Moi, Daniel Blake
I, Daniel Blake
Royaume-Uni, 2016
De Ken Loach
Durée : 1h36
Sortie : 26/10/2016
Pour la première fois de sa vie, Daniel Blake, un menuisier anglais de 59 ans, est contraint de faire appel à l’aide sociale à la suite de problèmes cardiaques. Mais bien que son médecin lui ait interdit de travailler, il se voit signifier l'obligation d'une recherche d'emploi sous peine de sanction. Au cours de ses rendez-vous réguliers au « job center », Daniel va croiser la route de Rachel, mère célibataire de deux enfants qui a été contrainte d'accepter un logement à 450km de sa ville natale pour ne pas être placée en foyer d’accueil. Pris tous deux dans les filets des aberrations administratives de la Grande-Bretagne d’aujourd’hui, Daniel et Rachel vont tenter de s’entraider…
JE RALE POUR VOUS
Qu’attendre d’un nouveau film de Ken Loach ? En tout cas pas du nouveau, la formule cinématographique du cinéaste britannique restant inchangée depuis belle lurette. Mais pourquoi, a priori, changer une recette qui demeure populaire ? Moi, Daniel Blake se présente comme une comédie sociale dotée d'un cœur gros comme ça, avec comme héros un attachant papy courage. Daniel Blake râle contre tout ce qui vous fait râler: contre les secrétaires médicales trop lentes, contre les musiques d’attente au téléphone, contre la course à la technologie... Daniel râle tellement qu’on croirait le scénario écrit par Joelle Goron plutôt que Paul Laverty. Plus sérieusement, l’insistance avec lequel le film se délecte, lors d’une séquence interminable, sur l’aversion de Daniel pour les ordinateurs (en mode "ah les jeunes et leur internet"), gave et finit par mettre mal à l’aise à force de lourdeur.
Il serait injuste de reprocher à Loach, comme à tout autre cinéaste, de poursuivre la voie qui est la sienne. Ce qu’il faut au contraire souligner, c’est la paresse d’un cinéma devenu tellement programmé qu’il en devient paradoxal.
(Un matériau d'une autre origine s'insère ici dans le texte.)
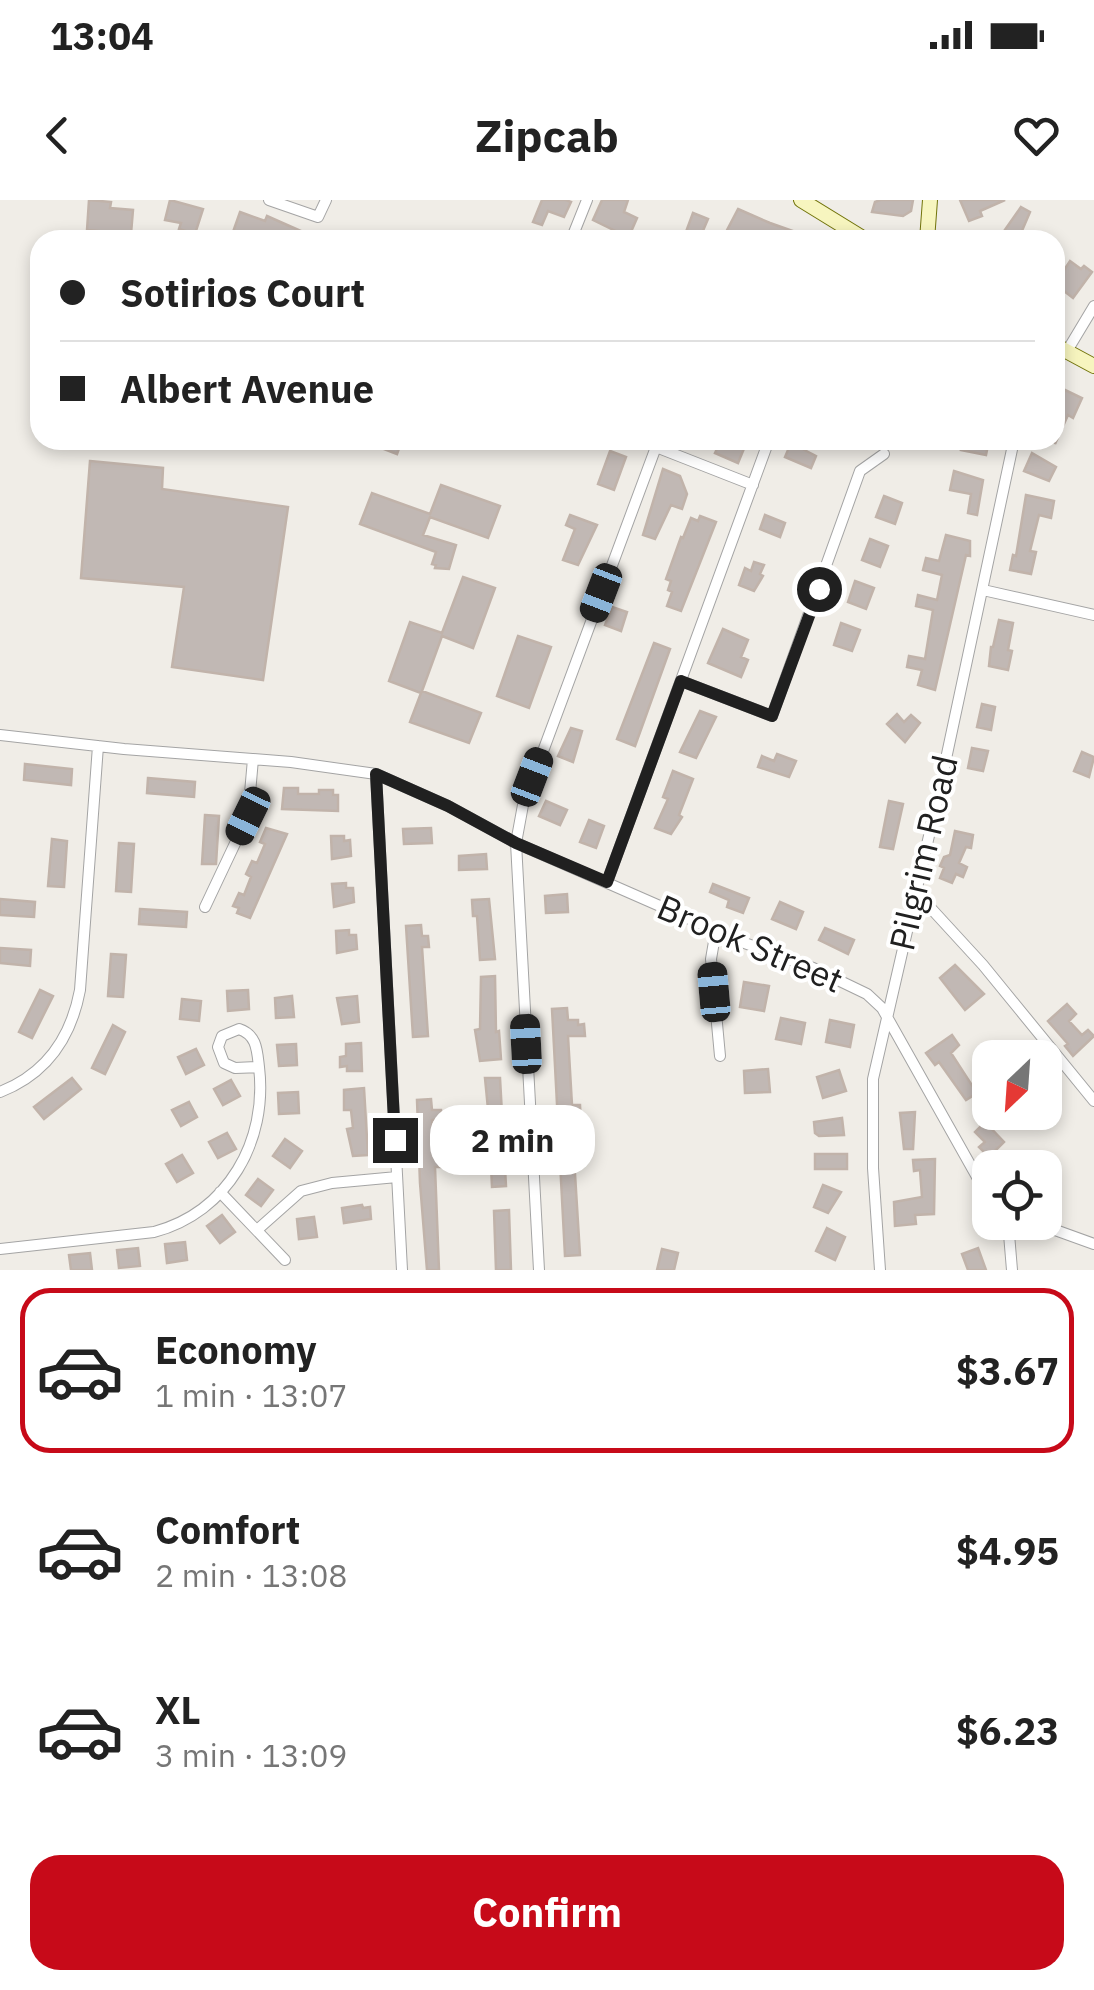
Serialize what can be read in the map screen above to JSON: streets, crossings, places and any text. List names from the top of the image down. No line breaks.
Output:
{"streets":{"street":["Pilgrim Road","Brook Street"]},"crossings":[["Pilgrim Road","Brook Street"]],"north":"bottom left","page":{"status":"13:04","header":"Zipcab","banner":["Sotirios Court","Albert Avenue"],"bubble":"2 min","list":[{"name":"Economy","note":"1 min · 13:07","value":"$3.67"},{"name":"Comfort","note":"2 min · 13:08","value":"$4.95"},{"name":"XL","note":"3 min · 13:09","value":"$6.23"}],"buttons":"Confirm"}}
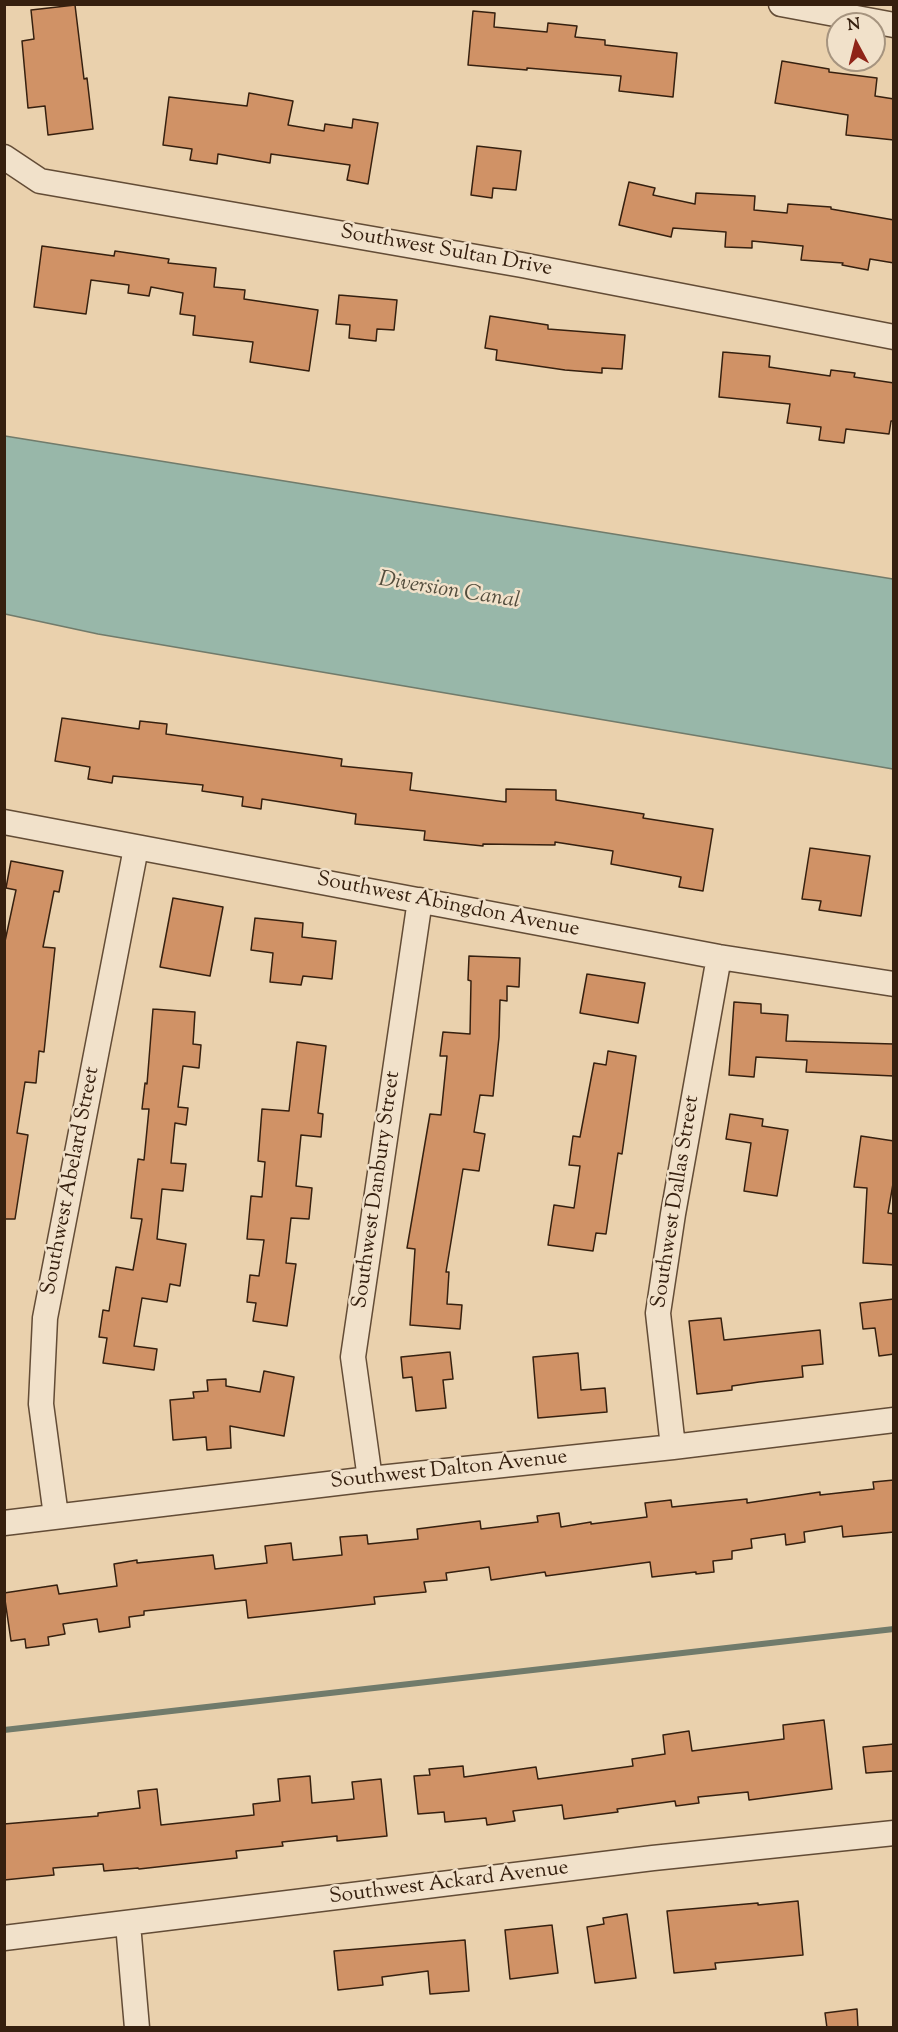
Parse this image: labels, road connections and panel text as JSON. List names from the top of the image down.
{
  "streets": {
    "street": [
      "Southwest Sultan Drive",
      "Southwest Abingdon Avenue",
      "Southwest Abelard Street",
      "Southwest Danbury Street",
      "Southwest Dallas Street",
      "Southwest Dalton Avenue",
      "Southwest Ackard Avenue"
    ]
  },
  "crossings": [
    ["Southwest Abingdon Avenue", "Southwest Abelard Street"],
    ["Southwest Abingdon Avenue", "Southwest Danbury Street"],
    ["Southwest Abingdon Avenue", "Southwest Dallas Street"],
    ["Southwest Abelard Street", "Southwest Dalton Avenue"],
    ["Southwest Danbury Street", "Southwest Dalton Avenue"],
    ["Southwest Dallas Street", "Southwest Dalton Avenue"]
  ],
  "water": ["Diversion Canal"],
  "north": "top"
}
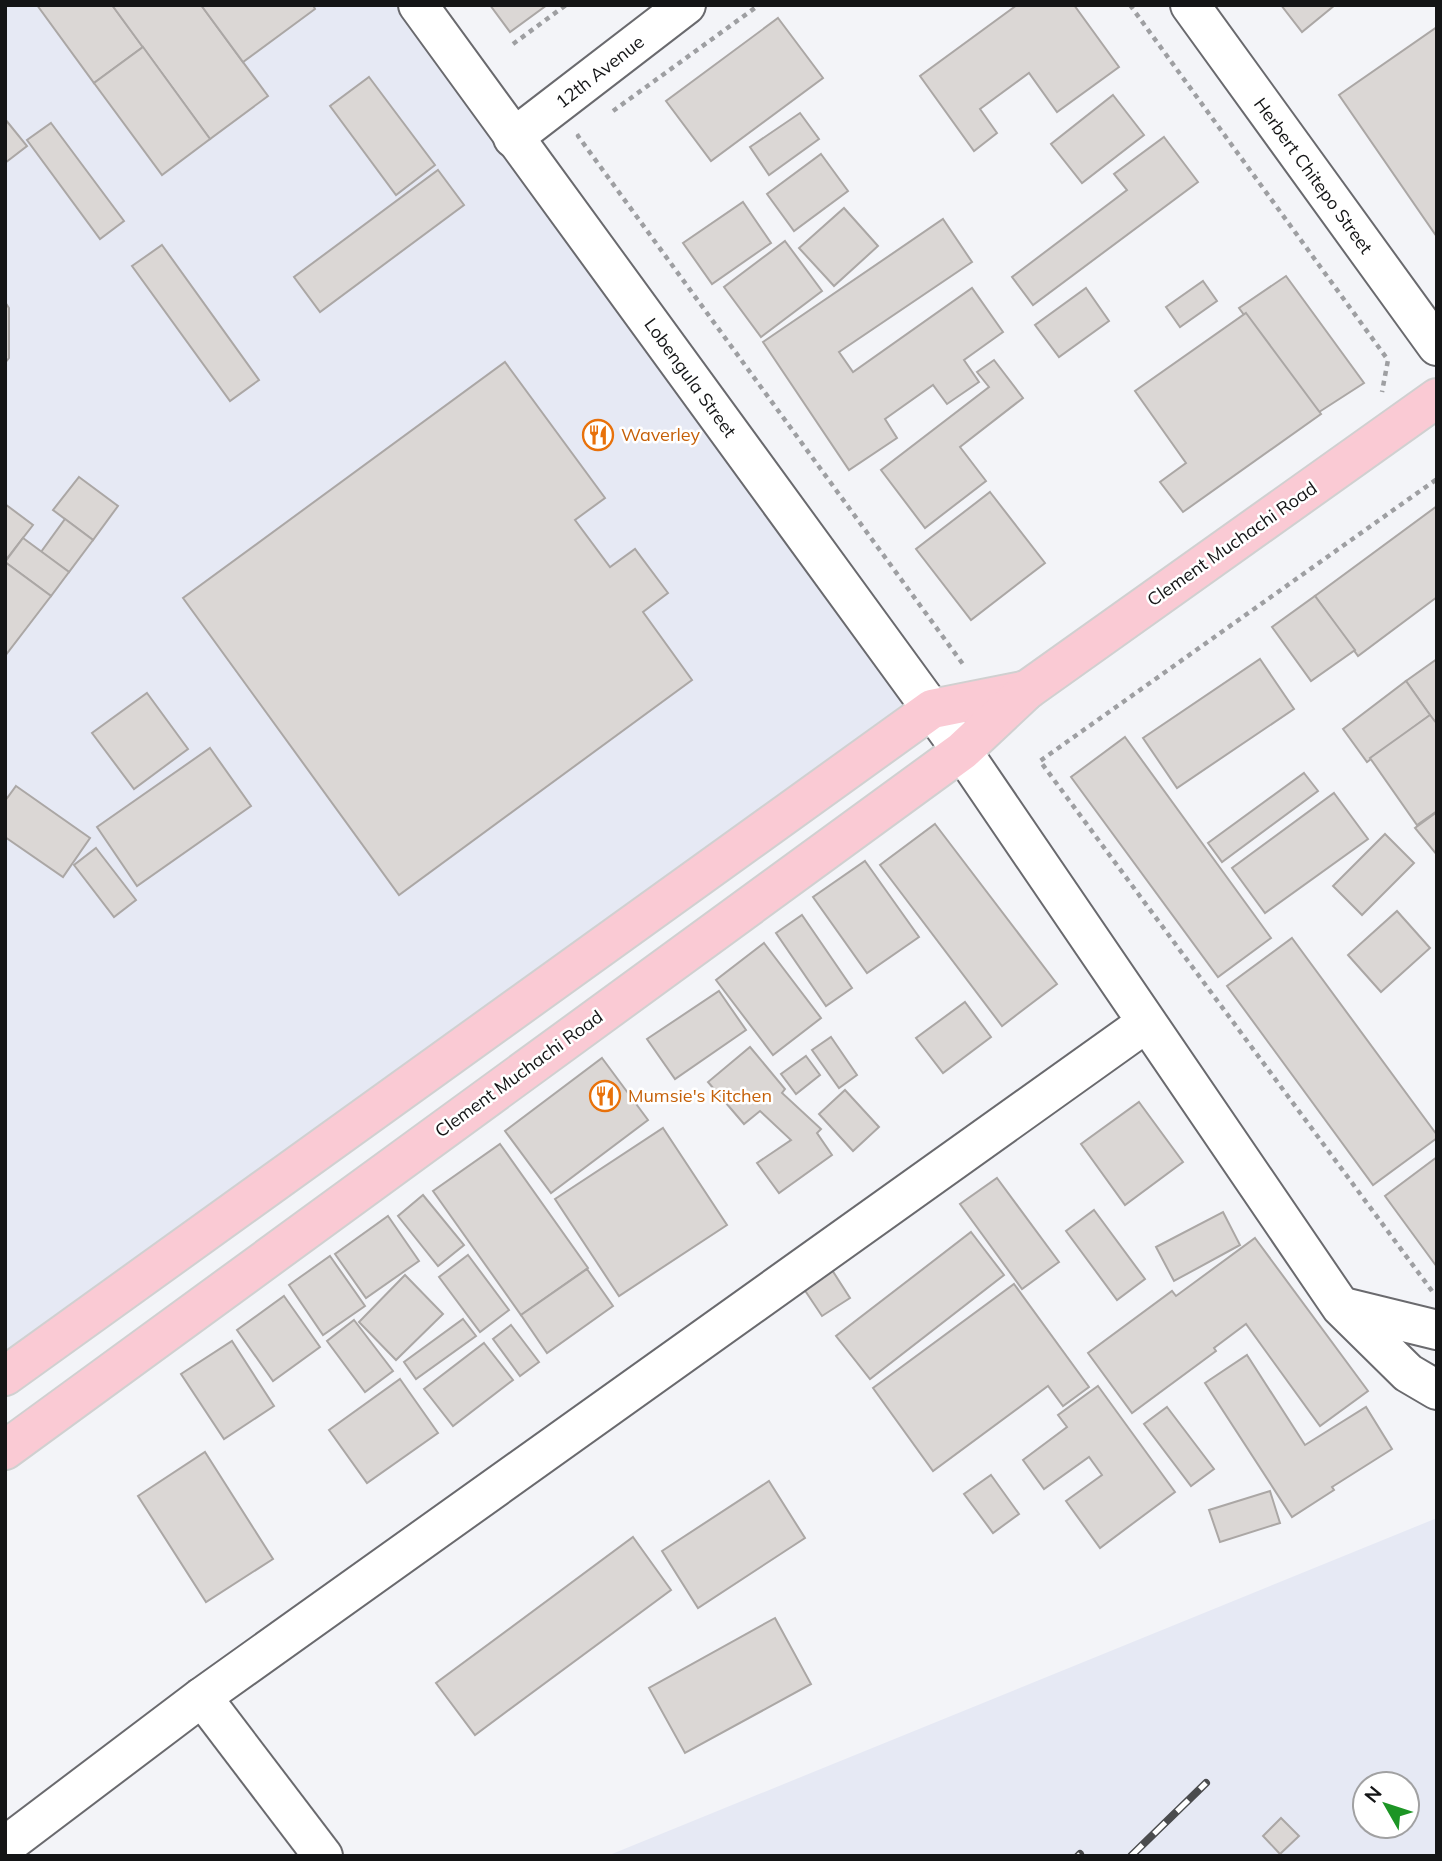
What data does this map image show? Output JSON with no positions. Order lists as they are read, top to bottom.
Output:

Loach montre des agents administratifs obtus et fermés (comme dans tous ses derniers films, les méchants sont vraiment méchants – sans nuance), mais le scénario est tellement incroyablement manichéen qu’il a aussi peu de subtilité que ceux qu’il dénonce. Ici, les gentils sont uniquement gentils, là encore sans équivoque. Daniel Blake n’a aucun défaut grave, il vole au secours de la veuve et de l’orphelin avec une célérité qui défie la vraisemblance. Il y a les gentils et les méchants, et les gentils, c’est vraiment tellement mieux que les méchants.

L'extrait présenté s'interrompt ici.